Before the pandemic, Symitar was working to allow credit unions to convert systems virtually, but there wasn’t much demand for that, McLachlan said. Still, vendors are now better able to do this work and related training remotely than even a decade ago because of teleconferencing capabilities, so credit union employees have the benefit of interacting with Symitar’s staff over video.
“You get that face-to-face via these tools and you can start building those relationships,” McLachlan said.
SAFE Federal Credit Union in Sumter, S.C., started contemplating switching core vendors in 2012 and after a search ended up signing a contract for another six years with Fiserv in 2014.
Knowing that the contract was to expire in May and that changing vendors can be a long process, the $1.2 billion-asset SAFE began its due diligence to find a new vendor in April 2018. This included on-site demonstrations and sending a team of employees to visit other credit unions in Texas, Michigan and Pennsylvania.
The management team made a recommendation to the board in February 2019 to switch to Symitar and then went through four months of contract negotiations. During that time, SAFE and Jack Henry were already discussing the conversion.
Given how long the process took, SAFE’s management team was reluctant to delay the conversion once the pandemic hit. It could be months before the credit union would be able to settle on another date, so the management team decided to forge ahead, even if the conversion happened with only virtual help.
“Once you set a date with all of these vendors, changing that date is very difficult,” said Michael Baker, president and chief executive of SAFE, who noted that the last time the credit union went through a core conversion was in 1989 and a hurricane struck that weekend.
However, SAFE did make some changes in the wake of the pandemic. For instance, it held nearly twice as many internal training sessions for the new system to ensure employees could appropriately socially distance during the process.

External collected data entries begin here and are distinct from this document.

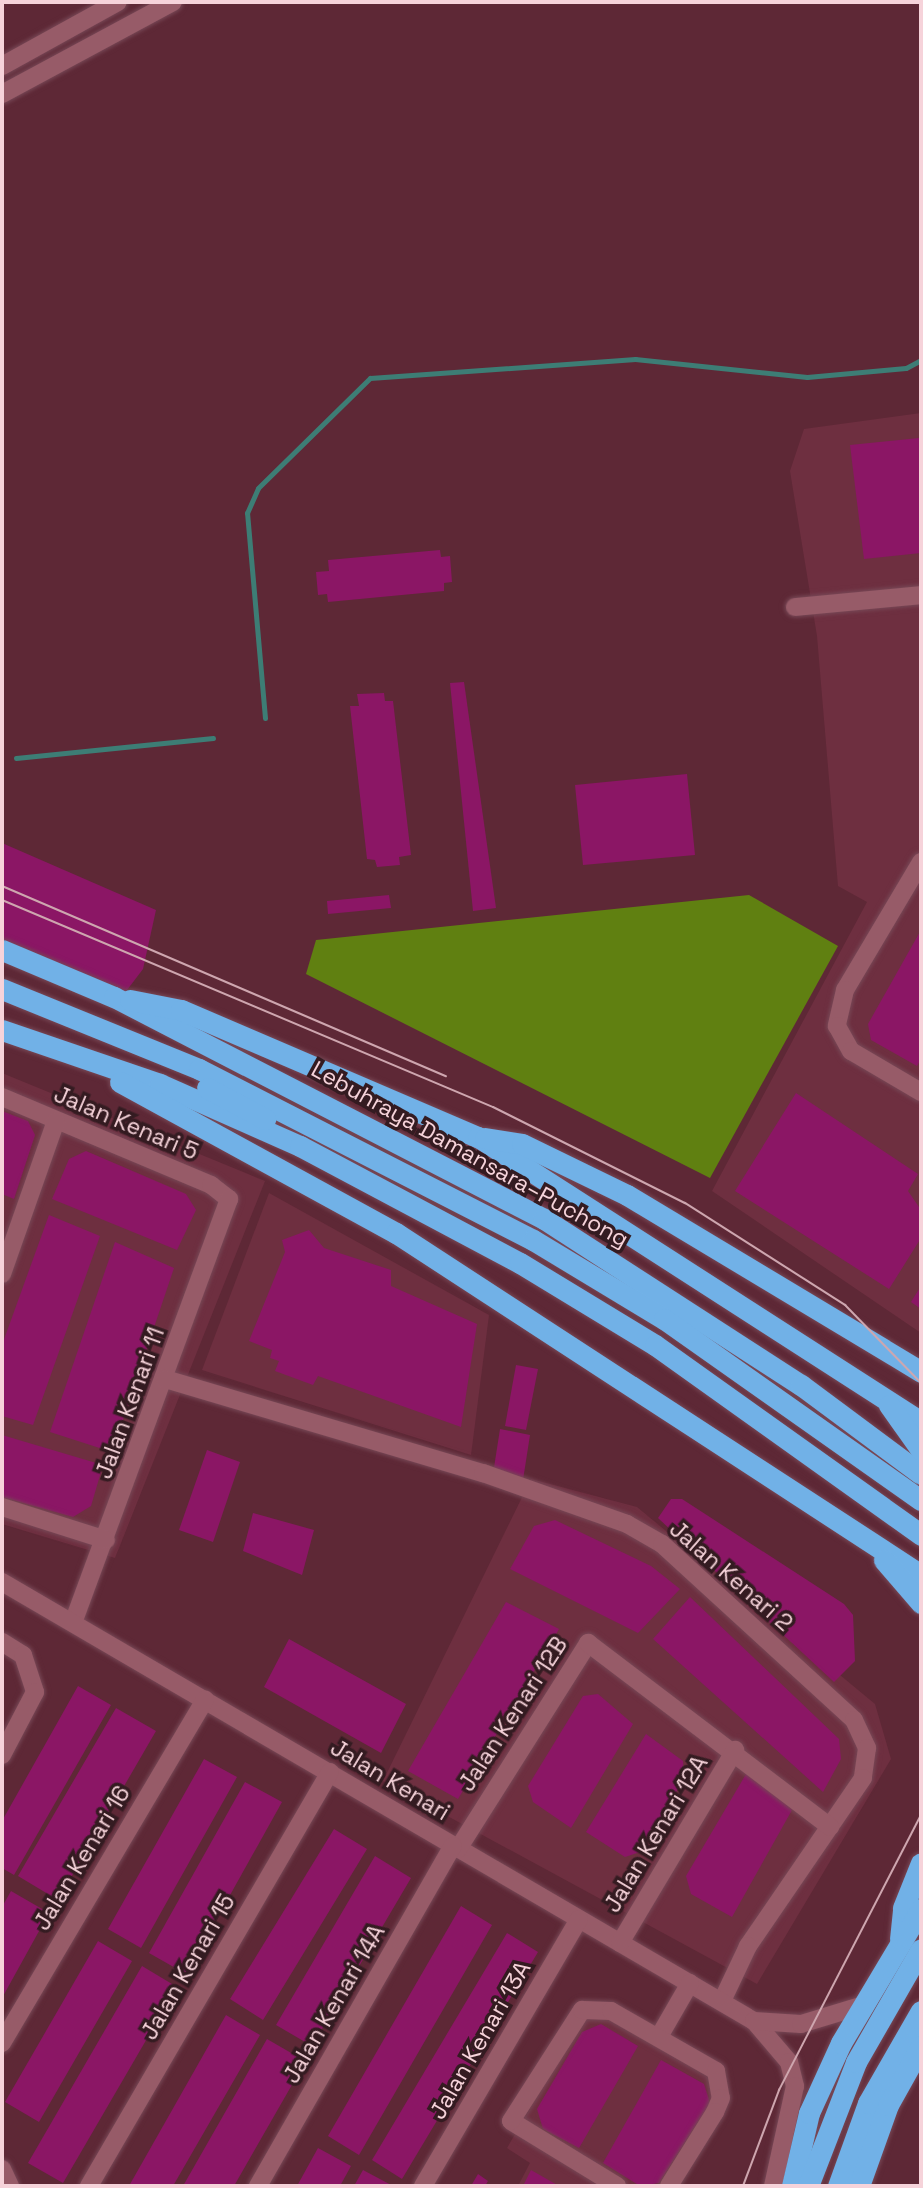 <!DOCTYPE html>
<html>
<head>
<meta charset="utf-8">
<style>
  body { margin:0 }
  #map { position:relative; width:923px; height:2188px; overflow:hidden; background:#5e2836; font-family:"Space Grotesk",sans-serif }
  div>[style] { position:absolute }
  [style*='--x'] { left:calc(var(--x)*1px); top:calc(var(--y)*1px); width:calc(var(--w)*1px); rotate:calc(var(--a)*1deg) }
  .built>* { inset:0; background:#6e2f40 }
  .forest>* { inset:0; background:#608011 }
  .stream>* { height:5px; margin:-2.5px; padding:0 2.5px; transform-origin:2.5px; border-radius:2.5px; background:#3d7d75 }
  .building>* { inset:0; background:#8b1665 }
  .roads { filter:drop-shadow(0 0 2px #774856) drop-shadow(0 0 2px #774856) }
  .minor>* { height:18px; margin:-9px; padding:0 9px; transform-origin:9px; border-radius:9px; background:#975b68 }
  .highway>* { height:21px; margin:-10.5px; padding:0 10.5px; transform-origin:10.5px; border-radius:10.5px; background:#71b1e7 }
  .tram>* { height:2px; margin:-1px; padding:0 1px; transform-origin:1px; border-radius:1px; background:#cea6af }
  span { translate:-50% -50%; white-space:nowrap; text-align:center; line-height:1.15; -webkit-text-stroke:7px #341b21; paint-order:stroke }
  .street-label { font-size:23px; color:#f6d3da }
  .frame { position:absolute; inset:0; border:4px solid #f6d3da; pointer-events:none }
</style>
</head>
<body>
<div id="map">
  <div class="built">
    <i style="clip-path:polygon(921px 413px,921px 1333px,712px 1191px,867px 902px,838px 886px,817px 636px,790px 471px,804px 429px)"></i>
    <i style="clip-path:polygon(2px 1073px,265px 1181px,115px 1558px,2px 1524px)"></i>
    <i style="clip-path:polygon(269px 1193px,489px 1315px,471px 1455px,202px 1370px)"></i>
    <i style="clip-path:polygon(531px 1479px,637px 1507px,875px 1704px,891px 1759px,757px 1984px,383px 1781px)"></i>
    <i style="clip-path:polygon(584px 2017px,612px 2020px,708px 2076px,714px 2102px,662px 2186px,518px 2186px,530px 2163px,507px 2148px)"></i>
  </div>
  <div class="forest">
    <i style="clip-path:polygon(749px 895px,838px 946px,710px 1178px,306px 974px,316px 940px)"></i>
  </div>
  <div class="stream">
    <i style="--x:265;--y:718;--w:206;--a:-95"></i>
    <i style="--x:247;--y:513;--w:27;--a:-66"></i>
    <i style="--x:258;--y:488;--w:157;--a:-44.5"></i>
    <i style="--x:370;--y:378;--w:266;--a:-4.1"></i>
    <i style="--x:635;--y:359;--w:173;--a:6"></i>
    <i style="--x:807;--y:377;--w:99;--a:-5.2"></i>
    <i style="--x:906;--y:368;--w:17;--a:-28"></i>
    <i style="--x:16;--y:758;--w:198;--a:-5.8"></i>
  </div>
  <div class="building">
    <i style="clip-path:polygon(919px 438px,921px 553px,864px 559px,850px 445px)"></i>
    <i style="clip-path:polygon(440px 550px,441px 557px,450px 556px,452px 582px,444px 583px,444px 591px,328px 602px,327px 594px,318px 595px,316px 572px,329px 571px,328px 560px)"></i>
    <i style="clip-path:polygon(464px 682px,496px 908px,473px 911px,450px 683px)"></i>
    <i style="clip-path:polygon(384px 693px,385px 701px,393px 701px,411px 855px,399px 857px,400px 865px,377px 867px,375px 860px,367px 859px,350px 706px,359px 706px,357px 694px)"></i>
    <i style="clip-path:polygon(687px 774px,695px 855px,583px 865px,575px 785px)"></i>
    <i style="clip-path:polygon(2px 843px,156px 910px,143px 969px,124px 994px,2px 939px)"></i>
    <i style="clip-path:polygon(389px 895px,391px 908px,328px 914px,327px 901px)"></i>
    <i style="clip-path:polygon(921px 930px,921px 1059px,917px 1066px,871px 1040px,868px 1024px)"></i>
    <i style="clip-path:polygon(796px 1093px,918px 1174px,908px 1191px,921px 1210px,921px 1238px,889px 1289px,735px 1191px)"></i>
    <i style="clip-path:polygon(2px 1111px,28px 1121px,35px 1135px,14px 1199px,2px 1194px)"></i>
    <i style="clip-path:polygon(86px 1151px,186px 1194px,196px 1210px,177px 1250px,52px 1199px,69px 1159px)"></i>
    <i style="clip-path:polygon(49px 1215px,100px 1236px,33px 1425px,2px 1416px,2px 1345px)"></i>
    <i style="clip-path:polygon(309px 1230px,324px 1248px,391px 1270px,391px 1286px,477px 1324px,461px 1427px,318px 1376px,313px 1385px,275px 1371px,279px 1361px,270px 1358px,272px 1350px,249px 1341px,285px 1252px,282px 1240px)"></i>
    <i style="clip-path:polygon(115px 1242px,174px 1268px,112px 1452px,50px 1432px)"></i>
    <i style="clip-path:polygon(921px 1286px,921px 1309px,911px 1302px)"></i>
    <i style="clip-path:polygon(516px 1365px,538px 1369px,526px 1430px,505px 1426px)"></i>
    <i style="clip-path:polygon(500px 1429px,530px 1435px,523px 1480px,493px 1474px)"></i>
    <i style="clip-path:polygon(2px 1435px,103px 1465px,91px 1506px,73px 1517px,2px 1497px)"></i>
    <i style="clip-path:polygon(207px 1450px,240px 1462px,213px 1542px,179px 1530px)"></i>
    <i style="clip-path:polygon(671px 1499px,682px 1499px,844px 1604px,853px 1615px,855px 1661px,834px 1682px,658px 1518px)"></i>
    <i style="clip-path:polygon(253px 1513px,314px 1530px,302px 1575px,243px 1551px)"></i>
    <i style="clip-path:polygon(555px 1520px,651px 1566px,680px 1589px,638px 1633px,510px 1569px,534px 1526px)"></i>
    <i style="clip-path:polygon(690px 1597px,839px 1739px,841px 1759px,823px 1792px,653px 1639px)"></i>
    <i style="clip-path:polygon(506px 1602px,559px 1629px,458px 1799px,408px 1771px)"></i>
    <i style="clip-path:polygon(289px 1639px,406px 1704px,381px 1753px,264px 1687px)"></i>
    <i style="clip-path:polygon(78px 1686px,111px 1705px,14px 1875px,2px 1868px,2px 1821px)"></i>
    <i style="clip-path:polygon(598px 1694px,633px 1724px,571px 1828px,533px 1802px,528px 1786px,583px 1696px)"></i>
    <i style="clip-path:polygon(116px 1708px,156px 1731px,58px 1900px,18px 1876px)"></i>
    <i style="clip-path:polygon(646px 1734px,683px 1761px,684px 1779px,640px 1852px,625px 1857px,586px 1832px)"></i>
    <i style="clip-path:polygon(204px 1759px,237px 1777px,141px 1948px,108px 1929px)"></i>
    <i style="clip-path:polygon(749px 1769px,792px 1810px,732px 1917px,691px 1894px,686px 1876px)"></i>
    <i style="clip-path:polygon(245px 1782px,282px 1802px,186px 1974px,149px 1953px)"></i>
    <i style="clip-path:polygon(334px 1829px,367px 1849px,263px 2020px,230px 1999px)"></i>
    <i style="clip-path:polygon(375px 1856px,411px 1878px,312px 2046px,276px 2025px)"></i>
    <i style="clip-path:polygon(11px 1891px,49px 1913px,2px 1998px,2px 1907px)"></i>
    <i style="clip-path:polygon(461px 1906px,492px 1925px,359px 2155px,328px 2136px)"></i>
    <i style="clip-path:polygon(507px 1933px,538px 1952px,402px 2179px,372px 2160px)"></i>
    <i style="clip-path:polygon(98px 1941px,132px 1961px,39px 2122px,5px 2102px)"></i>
    <i style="clip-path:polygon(142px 1966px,177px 1987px,63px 2183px,28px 2163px)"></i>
    <i style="clip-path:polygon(226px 2015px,260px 2035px,173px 2186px,129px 2186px)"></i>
    <i style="clip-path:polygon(601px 2024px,638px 2046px,579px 2148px,543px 2129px,537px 2109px,582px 2032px)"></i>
    <i style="clip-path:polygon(267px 2039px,305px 2061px,297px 2076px,234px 2186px,183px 2186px)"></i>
    <i style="clip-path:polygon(661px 2060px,704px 2084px,710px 2103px,659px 2183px,640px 2186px,603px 2163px)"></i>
    <i style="clip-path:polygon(318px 2148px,351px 2166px,340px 2186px,297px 2186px)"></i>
    <i style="clip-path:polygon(363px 2170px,393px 2186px,354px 2186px)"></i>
    <i style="clip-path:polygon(531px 2170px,559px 2186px,523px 2186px)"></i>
    <i style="clip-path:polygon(478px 2174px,488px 2181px,485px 2186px,471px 2186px)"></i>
  </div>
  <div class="roads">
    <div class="minor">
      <i style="--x:2;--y:66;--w:132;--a:-28.9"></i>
      <i style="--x:2;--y:94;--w:194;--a:-28.3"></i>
      <i style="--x:795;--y:607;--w:127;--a:-5.4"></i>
      <i style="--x:921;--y:862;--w:149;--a:120.7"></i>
      <i style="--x:845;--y:990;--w:37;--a:103"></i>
      <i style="--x:837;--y:1026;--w:29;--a:61"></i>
      <i style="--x:851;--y:1051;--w:81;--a:30.4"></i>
      <i style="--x:2;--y:1097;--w:227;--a:22.8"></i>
      <i style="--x:211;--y:1185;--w:23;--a:38"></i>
      <i style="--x:229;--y:1199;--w:451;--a:110.2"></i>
      <i style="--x:2;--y:1274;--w:162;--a:-70.6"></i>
      <i style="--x:165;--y:1379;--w:332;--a:16.5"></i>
      <i style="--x:483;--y:1473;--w:153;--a:19.5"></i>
      <i style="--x:627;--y:1524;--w:40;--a:29.7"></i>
      <i style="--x:662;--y:1544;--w:260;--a:42.5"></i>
      <i style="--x:854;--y:1720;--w:31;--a:65"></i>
      <i style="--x:867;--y:1748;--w:30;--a:98"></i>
      <i style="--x:863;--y:1778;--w:204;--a:124.4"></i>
      <i style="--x:748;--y:1946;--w:61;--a:115.3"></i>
      <i style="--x:2;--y:1507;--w:109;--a:17.6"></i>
      <i style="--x:2;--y:1582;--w:871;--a:30.28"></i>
      <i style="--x:754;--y:2021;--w:54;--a:49.5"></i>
      <i style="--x:789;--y:2062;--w:25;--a:76"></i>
      <i style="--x:795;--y:2086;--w:102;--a:102.4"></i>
      <i style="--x:2;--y:1642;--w:25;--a:32"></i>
      <i style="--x:23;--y:1655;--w:39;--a:72"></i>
      <i style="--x:35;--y:1692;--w:71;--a:117.6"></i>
      <i style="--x:458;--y:1849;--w:244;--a:-57.7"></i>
      <i style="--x:588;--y:1643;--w:304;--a:37.2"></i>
      <i style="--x:620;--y:1943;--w:225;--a:-59.2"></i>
      <i style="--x:754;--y:2021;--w:47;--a:3.7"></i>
      <i style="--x:801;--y:2024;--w:66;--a:-16.8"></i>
      <i style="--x:660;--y:2035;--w:60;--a:-60"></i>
      <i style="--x:2;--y:2043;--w:399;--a:-59.4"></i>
      <i style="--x:2;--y:2169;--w:19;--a:65"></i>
      <i style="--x:89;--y:2186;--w:479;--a:-59.8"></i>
      <i style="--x:258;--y:2186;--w:392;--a:-60.2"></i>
      <i style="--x:423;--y:2186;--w:309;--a:-59.7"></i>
      <i style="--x:617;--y:2186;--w:124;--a:-148.5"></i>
      <i style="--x:511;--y:2121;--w:132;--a:-57.4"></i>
      <i style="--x:582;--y:2010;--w:29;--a:2"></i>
      <i style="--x:611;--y:2011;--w:121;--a:29.7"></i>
      <i style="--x:716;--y:2071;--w:27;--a:80"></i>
      <i style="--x:721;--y:2098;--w:15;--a:113"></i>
      <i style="--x:715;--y:2112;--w:87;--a:121.9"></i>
    </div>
    <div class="highway">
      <i style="--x:2;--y:950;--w:121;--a:22.8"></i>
      <i style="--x:114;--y:997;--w:484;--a:27.3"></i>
      <i style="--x:544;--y:1219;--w:306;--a:32.9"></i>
      <i style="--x:801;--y:1385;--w:149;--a:36.6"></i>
      <i style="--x:2;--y:989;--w:213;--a:22.1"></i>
      <i style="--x:199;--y:1069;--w:375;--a:27.1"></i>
      <i style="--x:533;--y:1240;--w:153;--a:31.1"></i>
      <i style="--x:664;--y:1319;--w:314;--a:35.2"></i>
      <i style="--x:130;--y:1000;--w:52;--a:11.1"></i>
      <i style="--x:181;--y:1010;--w:323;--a:23.2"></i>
      <i style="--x:478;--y:1137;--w:527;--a:32.75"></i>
      <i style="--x:2;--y:1030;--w:167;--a:18.9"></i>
      <i style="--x:160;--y:1084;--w:153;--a:23.9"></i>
      <i style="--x:300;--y:1146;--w:249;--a:28"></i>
      <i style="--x:520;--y:1263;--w:158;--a:31.3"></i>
      <i style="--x:655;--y:1345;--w:327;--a:35.5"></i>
      <i style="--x:120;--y:1082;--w:315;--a:28.7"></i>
      <i style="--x:396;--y:1233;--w:627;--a:33.08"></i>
      <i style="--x:207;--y:1088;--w:66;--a:28.1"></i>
      <i style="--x:485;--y:1138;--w:37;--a:9"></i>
      <i style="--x:522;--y:1144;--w:117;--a:25.9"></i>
      <i style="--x:627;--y:1195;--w:343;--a:31"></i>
      <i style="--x:889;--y:1405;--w:55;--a:54.6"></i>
      <i style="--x:884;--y:1560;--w:57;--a:49.3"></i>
      <i style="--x:900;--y:1939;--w:31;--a:-84"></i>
      <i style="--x:903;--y:1908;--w:48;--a:-68.2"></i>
      <i style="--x:792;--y:2186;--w:75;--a:-76.9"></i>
      <i style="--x:809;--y:2113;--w:77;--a:-65.4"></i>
      <i style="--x:841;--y:2043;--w:156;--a:-59.2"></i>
      <i style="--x:808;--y:2186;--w:133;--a:-68.8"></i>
      <i style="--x:856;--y:2062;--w:130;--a:-60.1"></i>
      <i style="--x:838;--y:2186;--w:88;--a:-70.1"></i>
      <i style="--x:868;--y:2103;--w:106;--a:-60.1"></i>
      <i style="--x:859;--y:2186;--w:86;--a:-70.3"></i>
      <i style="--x:888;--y:2105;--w:68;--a:-60.8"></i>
    </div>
  </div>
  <div class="tram">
    <i style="--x:2;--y:886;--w:483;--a:23.2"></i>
    <i style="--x:2;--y:900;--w:533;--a:22.86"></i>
    <i style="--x:493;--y:1107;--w:215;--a:26.6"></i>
    <i style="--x:685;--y:1203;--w:190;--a:32.5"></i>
    <i style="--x:845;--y:1305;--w:109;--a:45.7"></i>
    <i style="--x:743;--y:2186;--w:103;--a:-69.4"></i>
    <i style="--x:779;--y:2090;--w:309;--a:-62.7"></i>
  </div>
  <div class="street-label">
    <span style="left:126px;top:1123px;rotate:23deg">Jalan Kenari 5</span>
    <span style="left:470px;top:1154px;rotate:29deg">Lebuhraya Damansara–Puchong</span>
    <span style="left:130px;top:1403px;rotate:-70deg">Jalan Kenari 11</span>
    <span style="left:731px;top:1576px;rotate:41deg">Jalan Kenari 2</span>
    <span style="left:513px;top:1714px;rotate:-57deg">Jalan Kenari 12B</span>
    <span style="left:390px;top:1780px;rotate:31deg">Jalan Kenari</span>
    <span style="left:656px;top:1834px;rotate:-59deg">Jalan Kenari 12A</span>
    <span style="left:82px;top:1858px;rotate:-59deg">Jalan Kenari 16</span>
    <span style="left:188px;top:1967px;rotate:-60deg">Jalan Kenari 15</span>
    <span style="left:334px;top:2004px;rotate:-60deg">Jalan Kenari 14A</span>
    <span style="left:480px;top:2040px;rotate:-60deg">Jalan Kenari 13A</span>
  </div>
  <div class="frame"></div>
</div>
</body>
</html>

SAFE went live with Symitar in mid-May after converting its mobile and online platforms with a different vendor in January. To help with the process, SAFE had a “virtual war room” set up with a conference call bridge open the entire time so employees could quickly get questions answered by Symitar.
“Instead of walking into a boardroom, you were picking up a phone and dialing into the virtual conference room and talking to whatever resource you needed,” said Kevin Thomas, SAFE's chief information officer.
Jack Henry will likely let clients choose whether to get help in person or virtually, McLachlan said. He expects many to choose a hybrid option where some aspects of the core conversion remain virtual, such as training for employees, while personnel would be on-site when the actual switch happens.
“A lot of the steps can be done over the phone or email,” Fleming said. “In most cases, they are sending personnel on-site to hold hands and it probably lengthens the process. If I’m going to be in your institution for a week, there is a level of camaraderie involved. I will go to lunch with you. … I think we will see more virtual conversion activity, even when things get back to normal."